Work request:
Report all lines from the entries below in which "halo" appears.

Saved data entries:

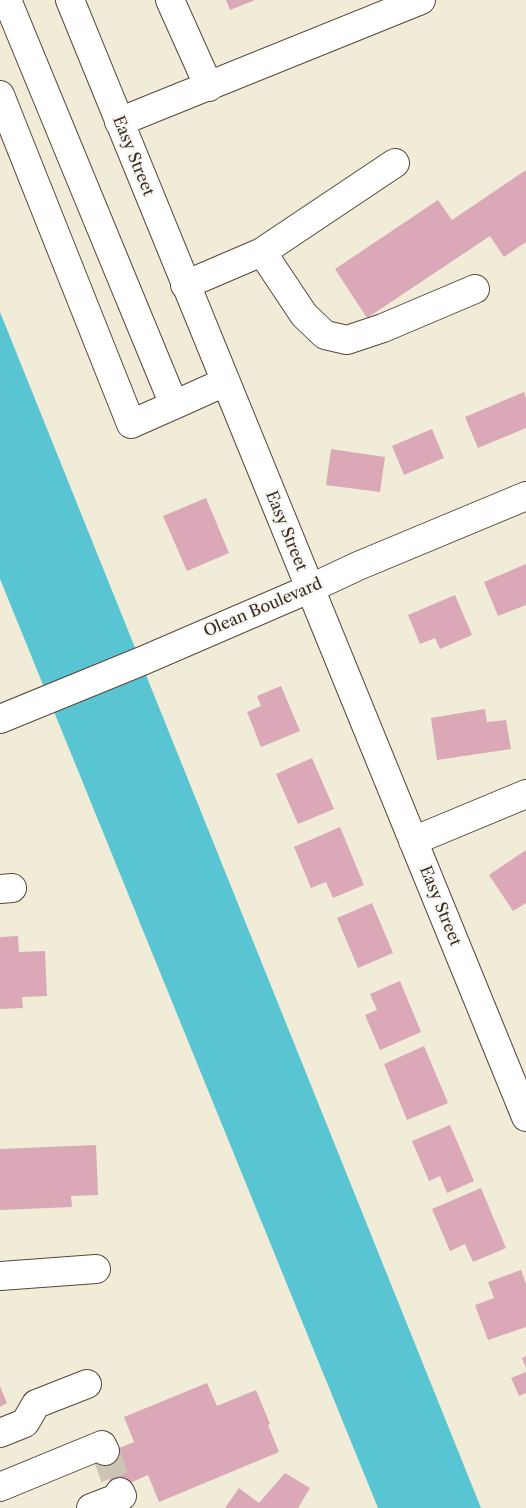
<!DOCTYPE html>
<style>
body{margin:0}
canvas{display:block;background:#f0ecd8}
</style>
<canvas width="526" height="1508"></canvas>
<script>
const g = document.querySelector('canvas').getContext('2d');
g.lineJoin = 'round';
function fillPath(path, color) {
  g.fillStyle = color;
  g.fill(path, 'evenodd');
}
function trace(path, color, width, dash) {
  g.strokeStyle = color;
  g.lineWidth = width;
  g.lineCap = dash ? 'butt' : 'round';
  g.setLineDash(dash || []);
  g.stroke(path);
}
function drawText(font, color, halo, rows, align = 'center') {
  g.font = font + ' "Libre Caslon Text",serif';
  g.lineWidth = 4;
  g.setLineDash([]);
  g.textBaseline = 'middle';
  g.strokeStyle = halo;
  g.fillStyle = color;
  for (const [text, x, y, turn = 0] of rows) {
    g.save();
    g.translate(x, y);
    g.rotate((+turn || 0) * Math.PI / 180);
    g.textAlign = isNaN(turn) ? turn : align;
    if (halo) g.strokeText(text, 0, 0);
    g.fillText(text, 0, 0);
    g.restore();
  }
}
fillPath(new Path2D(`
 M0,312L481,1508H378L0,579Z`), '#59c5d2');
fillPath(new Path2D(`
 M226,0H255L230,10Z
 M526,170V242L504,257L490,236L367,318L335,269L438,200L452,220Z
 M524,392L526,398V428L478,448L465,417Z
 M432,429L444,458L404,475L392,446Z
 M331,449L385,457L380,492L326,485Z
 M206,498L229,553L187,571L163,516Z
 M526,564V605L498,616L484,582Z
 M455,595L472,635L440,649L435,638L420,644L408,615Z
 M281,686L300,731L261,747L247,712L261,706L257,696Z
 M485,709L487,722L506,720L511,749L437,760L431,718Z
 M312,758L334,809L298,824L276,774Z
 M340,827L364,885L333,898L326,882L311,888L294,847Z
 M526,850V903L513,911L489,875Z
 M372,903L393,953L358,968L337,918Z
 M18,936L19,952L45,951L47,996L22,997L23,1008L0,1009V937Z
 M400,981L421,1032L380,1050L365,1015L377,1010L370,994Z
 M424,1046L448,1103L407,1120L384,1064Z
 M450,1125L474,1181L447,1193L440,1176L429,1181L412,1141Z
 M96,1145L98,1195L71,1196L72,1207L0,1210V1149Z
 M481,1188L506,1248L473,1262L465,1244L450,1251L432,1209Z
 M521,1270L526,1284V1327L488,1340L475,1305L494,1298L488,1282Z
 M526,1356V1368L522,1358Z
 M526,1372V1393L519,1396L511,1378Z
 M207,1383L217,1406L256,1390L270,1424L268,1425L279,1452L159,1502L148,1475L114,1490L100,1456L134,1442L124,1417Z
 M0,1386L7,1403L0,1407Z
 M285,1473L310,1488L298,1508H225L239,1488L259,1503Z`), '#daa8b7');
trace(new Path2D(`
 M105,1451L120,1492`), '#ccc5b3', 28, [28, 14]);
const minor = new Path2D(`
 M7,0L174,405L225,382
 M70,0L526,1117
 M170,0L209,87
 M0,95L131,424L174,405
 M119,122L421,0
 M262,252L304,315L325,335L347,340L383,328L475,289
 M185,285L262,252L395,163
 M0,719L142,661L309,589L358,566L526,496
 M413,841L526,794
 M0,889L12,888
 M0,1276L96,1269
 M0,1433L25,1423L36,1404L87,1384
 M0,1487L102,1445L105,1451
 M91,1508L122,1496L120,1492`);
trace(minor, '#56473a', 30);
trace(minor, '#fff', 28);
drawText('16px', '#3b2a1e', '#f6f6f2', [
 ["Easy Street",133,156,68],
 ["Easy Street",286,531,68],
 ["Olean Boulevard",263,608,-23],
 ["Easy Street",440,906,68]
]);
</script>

Written response:
function drawText(font, color, halo, rows, align = 'center') {
  g.strokeStyle = halo;
    if (halo) g.strokeText(text, 0, 0);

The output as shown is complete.